=== The problem ===
Please copy each line below that contains the word "their".

=== Entries supplied ===
* * *
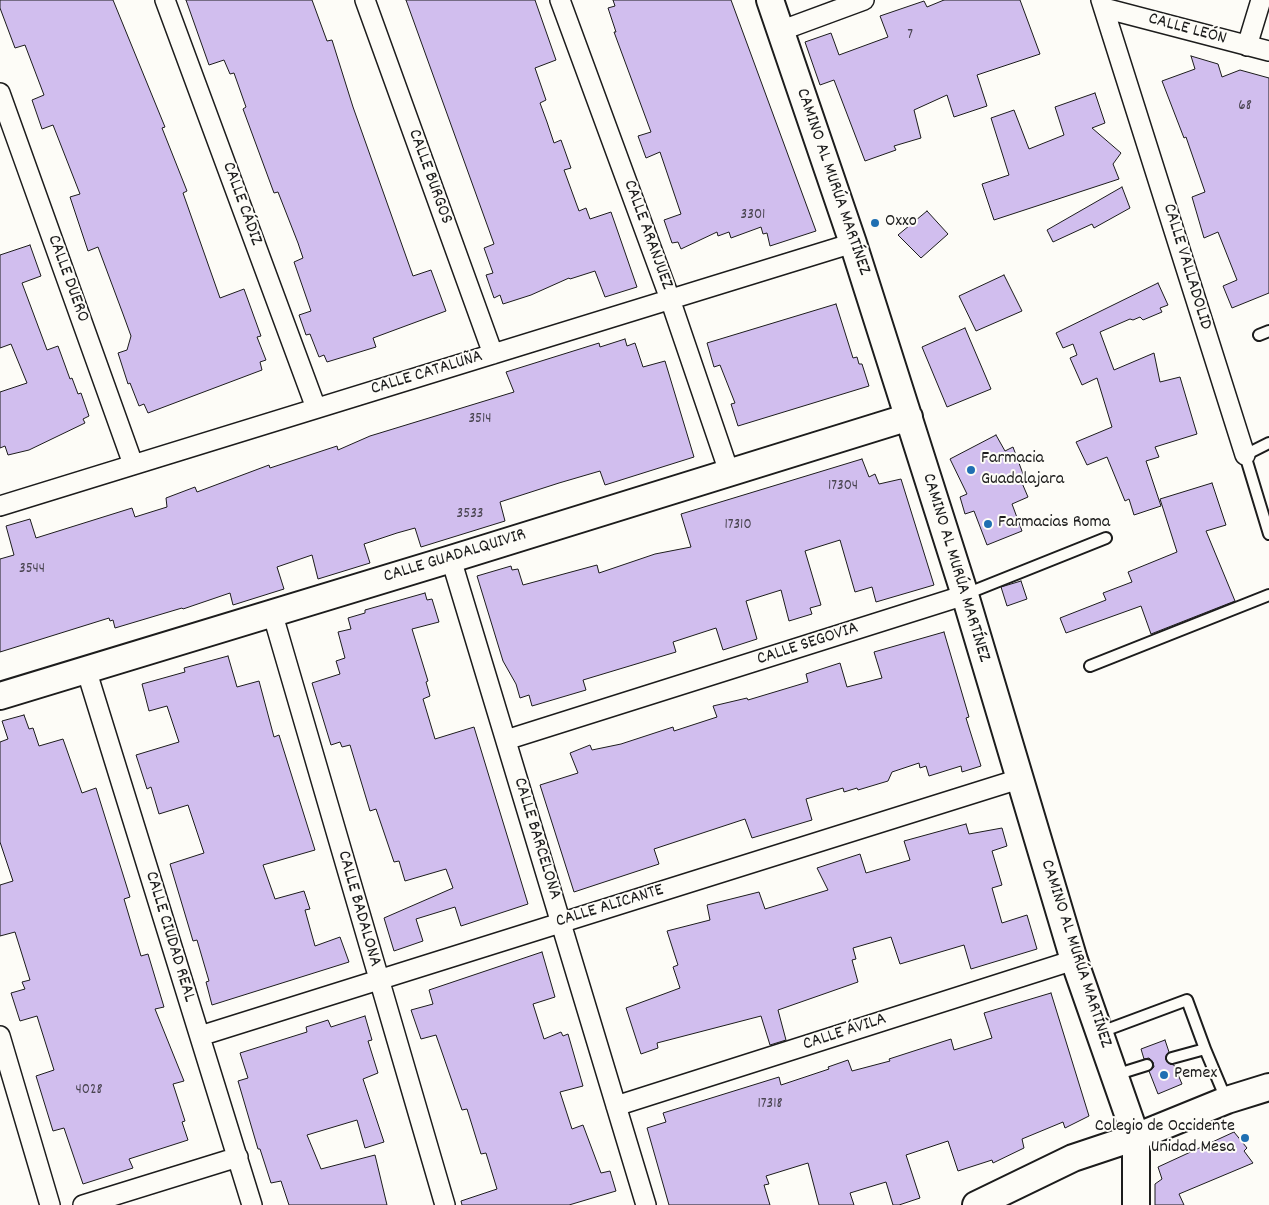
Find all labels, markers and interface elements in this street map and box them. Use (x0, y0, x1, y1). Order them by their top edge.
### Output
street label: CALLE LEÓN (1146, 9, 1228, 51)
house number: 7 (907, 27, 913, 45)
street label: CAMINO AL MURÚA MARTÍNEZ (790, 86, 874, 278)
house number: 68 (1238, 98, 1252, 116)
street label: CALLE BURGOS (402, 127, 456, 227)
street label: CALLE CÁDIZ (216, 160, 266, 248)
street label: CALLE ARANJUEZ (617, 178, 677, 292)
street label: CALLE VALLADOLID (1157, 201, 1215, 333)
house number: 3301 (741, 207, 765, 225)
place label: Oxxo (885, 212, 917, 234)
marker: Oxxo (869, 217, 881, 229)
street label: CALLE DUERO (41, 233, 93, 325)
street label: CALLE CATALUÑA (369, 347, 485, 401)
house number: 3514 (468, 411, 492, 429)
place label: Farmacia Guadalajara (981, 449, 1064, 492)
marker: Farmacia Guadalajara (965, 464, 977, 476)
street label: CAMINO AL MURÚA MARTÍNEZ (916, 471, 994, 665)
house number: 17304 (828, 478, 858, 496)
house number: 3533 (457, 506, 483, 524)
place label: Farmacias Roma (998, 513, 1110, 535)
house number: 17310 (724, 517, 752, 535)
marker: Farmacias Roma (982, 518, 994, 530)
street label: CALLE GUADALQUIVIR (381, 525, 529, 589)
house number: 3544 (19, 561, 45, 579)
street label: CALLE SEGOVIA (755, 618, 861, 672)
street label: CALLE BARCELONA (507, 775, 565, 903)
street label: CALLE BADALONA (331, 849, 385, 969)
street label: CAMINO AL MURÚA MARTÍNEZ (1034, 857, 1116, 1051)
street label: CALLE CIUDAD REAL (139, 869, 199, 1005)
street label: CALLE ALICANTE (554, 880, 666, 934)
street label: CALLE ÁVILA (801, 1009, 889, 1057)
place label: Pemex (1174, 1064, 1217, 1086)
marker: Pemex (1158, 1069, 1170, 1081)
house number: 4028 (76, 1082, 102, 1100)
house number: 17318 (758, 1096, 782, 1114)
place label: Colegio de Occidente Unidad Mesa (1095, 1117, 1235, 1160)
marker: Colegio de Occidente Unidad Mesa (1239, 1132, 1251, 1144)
* * *
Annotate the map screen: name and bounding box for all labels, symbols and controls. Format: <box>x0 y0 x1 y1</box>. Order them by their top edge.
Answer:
* * *
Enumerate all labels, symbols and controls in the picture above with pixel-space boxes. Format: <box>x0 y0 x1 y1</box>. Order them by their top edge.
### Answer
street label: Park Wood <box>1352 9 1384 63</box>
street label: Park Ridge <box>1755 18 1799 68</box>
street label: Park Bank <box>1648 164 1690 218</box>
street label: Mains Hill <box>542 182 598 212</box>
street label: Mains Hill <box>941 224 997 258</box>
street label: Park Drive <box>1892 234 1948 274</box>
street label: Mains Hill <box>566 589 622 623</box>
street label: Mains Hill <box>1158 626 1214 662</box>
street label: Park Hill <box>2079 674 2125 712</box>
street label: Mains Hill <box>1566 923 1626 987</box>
* * *
=== Exercise output ===
Find all labels, markers and interface elements in this street map and box them. Use (x0, y0, x1, y1). Order them by their top edge.
Annotate the map screen: name and bounding box for all labels, symbols and controls. Format: <box>x0 y0 x1 y1</box>. Order them by their top edge.
Enumerate all labels, symbols and controls in the picture above with pixel-space boxes. Format: <box>x0 y0 x1 y1</box>. Order them by their top edge.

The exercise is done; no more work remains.